[EM] Fwd: U/P voting: new name for simple 3-level method.
C.Benham
cbenham at adam.com.au
Thu Sep 8 14:13:07 PDT 2016
C: But above you are suggesting that U/P somehow uses a both a 2-slot
ballot and a 3-slot ballot. Which is it?
J:3 slots. Where and how do I suggest otherwise?
C: I pasted in where you wrote (in a message you said I was free to send
to EM) this:
> J: "On the 3-slot ballots, they vote A>B. On the 2-slot ballots, they
> vote A. These are perfectly consistent."

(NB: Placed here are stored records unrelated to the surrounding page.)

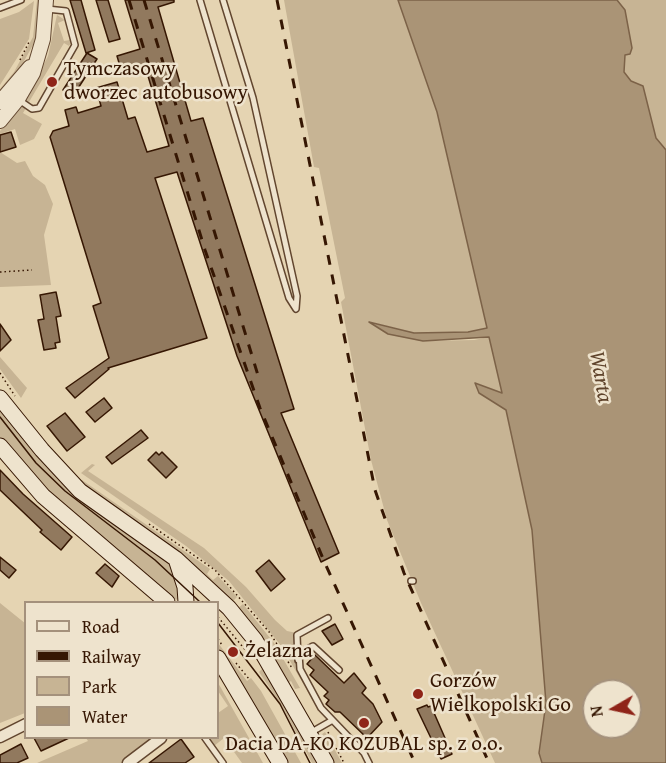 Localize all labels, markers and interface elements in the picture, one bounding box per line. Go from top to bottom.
place label: Tymczasowy dworzec autobusowy [64,57,248,107]
marker: Tymczasowy dworzec autobusowy [45,75,59,89]
water label: Warta [582,349,618,405]
legend [24,601,219,739]
text: Road [82,613,120,640]
place label: Żelazna [245,639,313,665]
text: Railway [82,643,141,670]
marker: Żelazna [226,645,240,659]
place label: Gorzów Wielkopolski Go [430,669,571,719]
text: Park [82,673,117,700]
north arrow [582,679,642,739]
marker: Gorzów Wielkopolski Go [411,687,425,701]
text: Water [82,703,127,730]
text: N [584,704,609,719]
marker: Dacia DA-KO KOZUBAL sp. z o.o. [357,716,371,730]
place label: Dacia DA-KO KOZUBAL sp. z o.o. [225,732,503,758] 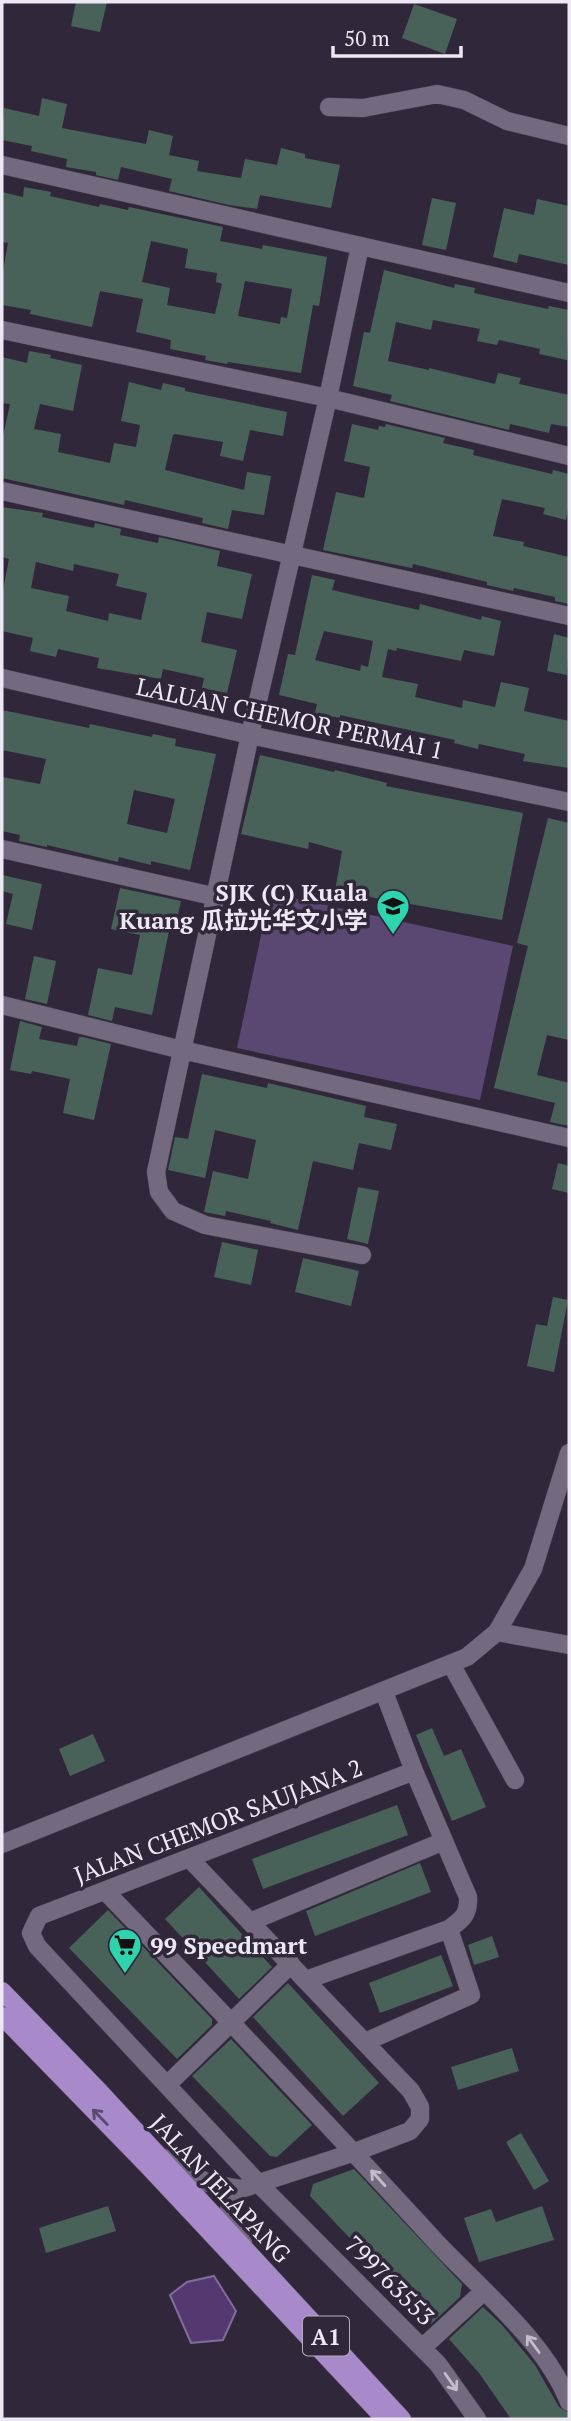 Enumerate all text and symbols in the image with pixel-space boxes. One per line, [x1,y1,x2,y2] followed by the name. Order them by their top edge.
[333,14,461,58] scale bar
[344,24,390,52] text: 50 m
[134,670,446,766] street label: LALUAN CHEMOR PERMAI 1
[119,876,369,936] place label: SJK (C) Kuala Kuang 瓜拉光华文小学
[374,887,412,936] school or university icon: SJK (C) Kuala Kuang 瓜拉光华文小学
[69,1751,367,1891] street label: JALAN CHEMOR SAUJANA 2
[106,1926,144,1975] supermarket icon: 99 Speedmart
[150,1929,308,1961] place label: 99 Speedmart
[144,2107,299,2270] street label: JALAN JELAPANG
[92,2109,109,2126] one-way arrow
[370,2170,387,2187] one-way arrow
[338,2228,442,2332] street label: 799763553
[303,2316,349,2356] road number: A1
[526,2335,540,2354] one-way arrow
[444,2372,458,2391] one-way arrow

C: That was in response to me asking you how, in an example you gave,
how some voters were able to vote one
"unacceptable" candidate above another (they voted A>>B>C).

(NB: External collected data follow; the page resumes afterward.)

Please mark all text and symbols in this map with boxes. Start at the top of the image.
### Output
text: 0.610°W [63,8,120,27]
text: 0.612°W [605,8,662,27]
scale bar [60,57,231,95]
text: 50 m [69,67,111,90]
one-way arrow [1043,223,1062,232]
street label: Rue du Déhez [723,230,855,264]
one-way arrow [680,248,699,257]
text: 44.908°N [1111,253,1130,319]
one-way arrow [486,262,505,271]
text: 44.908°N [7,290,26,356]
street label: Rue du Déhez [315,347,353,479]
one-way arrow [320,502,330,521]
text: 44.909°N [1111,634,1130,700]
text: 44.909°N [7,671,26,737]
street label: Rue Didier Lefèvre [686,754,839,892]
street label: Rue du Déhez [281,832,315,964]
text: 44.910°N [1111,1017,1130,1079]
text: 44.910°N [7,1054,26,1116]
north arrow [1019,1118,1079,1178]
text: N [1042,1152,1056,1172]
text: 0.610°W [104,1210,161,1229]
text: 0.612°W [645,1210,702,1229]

J: In MTA, if no candidate is majority preferred and several are
majority approved/acceptable, the most approved wins.
C: No, that is MCA.
MTA says that if the most top-rated candidate is top-rated by a majority
then s/he wins, otherwise if more than one candidate
is approved (voted above bottom) on a majority of ballots then the one
of them that is most top-rated wins, otherwise the most
approved candidate wins.
And I now notice that is that last clause that makes it different from
U/P. When no candidate is majority approved it can give
a different result.
I would say usually the Approval winner pairwise-beats the Top-Ratings
winner, and of course is more "broadly supported".

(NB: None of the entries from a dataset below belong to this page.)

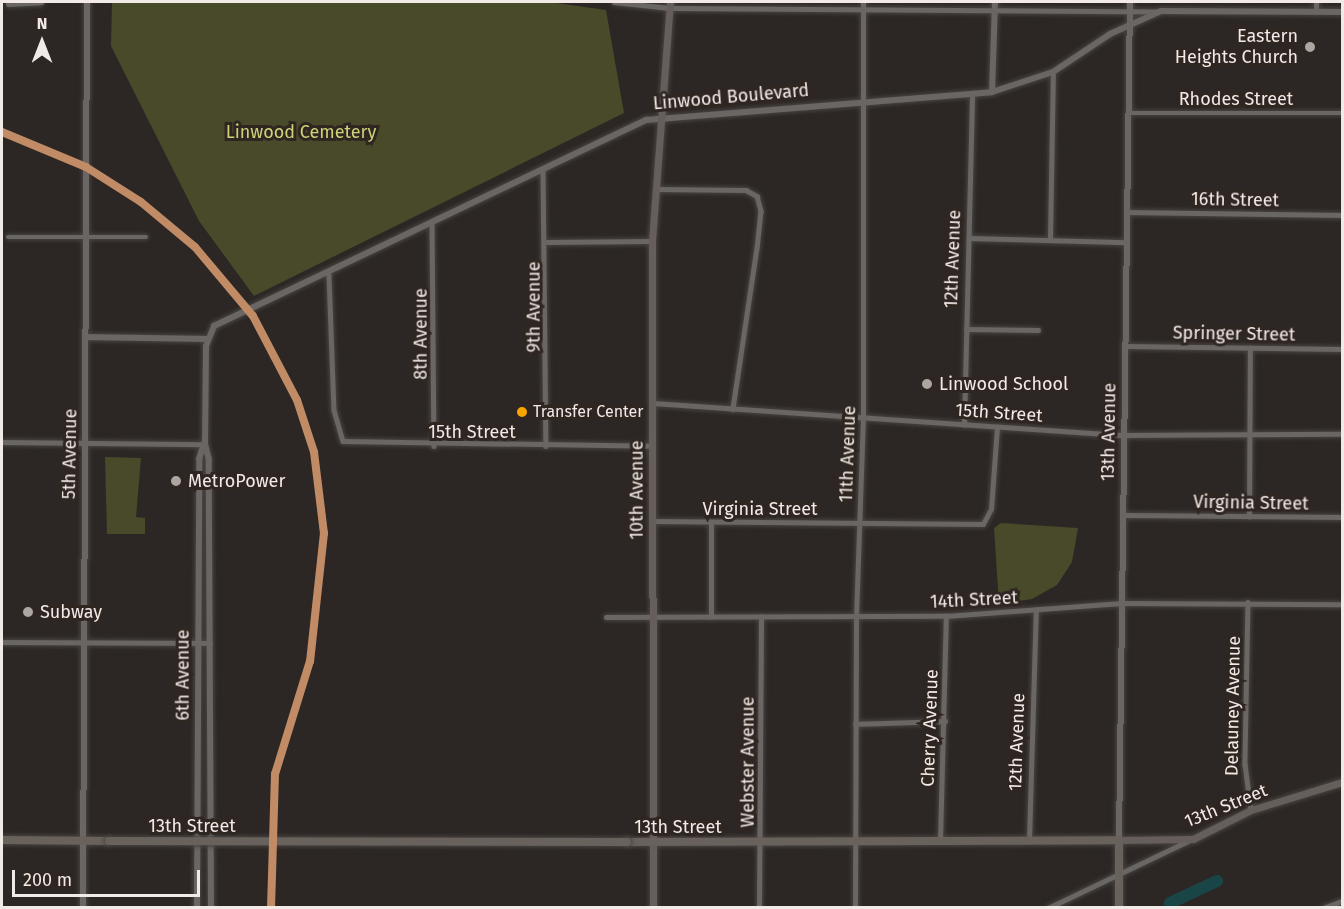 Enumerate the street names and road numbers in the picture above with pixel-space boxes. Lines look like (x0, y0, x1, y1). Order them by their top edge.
street label: Linwood Boulevard (652, 79, 810, 115)
street label: Rhodes Street (1179, 88, 1293, 110)
street label: 16th Street (1191, 188, 1279, 212)
street label: 12th Avenue (940, 210, 966, 308)
street label: 9th Avenue (523, 261, 545, 353)
street label: 8th Avenue (410, 288, 432, 380)
street label: Springer Street (1173, 322, 1295, 346)
street label: 13th Avenue (1097, 383, 1121, 481)
street label: 15th Street (955, 399, 1043, 427)
street label: 11th Avenue (836, 405, 860, 503)
street label: 5th Avenue (58, 409, 82, 499)
street label: 15th Street (428, 421, 516, 443)
street label: 10th Avenue (626, 440, 648, 540)
street label: Virginia Street (1193, 491, 1309, 515)
street label: Virginia Street (702, 498, 818, 520)
street label: 14th Street (929, 587, 1019, 613)
street label: 6th Avenue (172, 629, 194, 721)
street label: Delauney Avenue (1221, 636, 1245, 776)
street label: Cherry Avenue (917, 669, 943, 787)
street label: 12th Avenue (1004, 693, 1030, 791)
street label: Webster Avenue (737, 696, 759, 828)
street label: 13th Street (1181, 780, 1271, 832)
street label: 13th Street (148, 815, 236, 837)
street label: 13th Street (634, 816, 722, 838)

MTA (with default rating bottom) I think is my favourite of the methods
that fail Irrelevant Ballots.
Chris Benham
On 9/9/2016 4:58 AM, Jameson Quinn wrote:
>
>
>
>> C: Again, I'd be interested in seeing a plausible example of
>> when U/P doesn't elect the Approval winner.
>>
>> Easy.
>> 20: A>>B>C
>> 35: B>A>>C
>> 45: C>>A=B
>>
>> Threshold in approval is >>. In U/P, voters are as expressive
>> as possible.
>>
>>
>> C: On 3-slot ratings ballots, how are the 20 A supporters able to
>> vote one unapproved candidate above the other?
>
>> On the 3-slot ballots, they vote A>B. On the 2-slot ballots, they
>> vote A. These are perfectly consistent.
>
> C: But above you are suggesting that U/P somehow uses a both a
> 2-slot ballot and a 3-slot ballot. Which is it?
>
>
> 3 slots. Where and how do I suggest otherwise?
>
>
> Actually it seems to me that the stripped-down 3-slot version (if
> default rating is "Unacceptable") is actually the same method
> as MTA. "Unacceptable" is just the inverse of "Approved". Any
> candidate who doesn't get a majority "Unacceptable" score must
> get a majority Approval score.
>
>
> Not the same. In MTA, if no candidate is majority preferred and
> several are majority approved/acceptable, the most approved wins; in
> U/P, the most preferred wins. This is the only difference, aside from
> secondary issues like ballot design. I believe U/P is better in this
> case as it makes a chicken strategy harder to pull off successfully; a
> clean cliff rather than a slippery slope.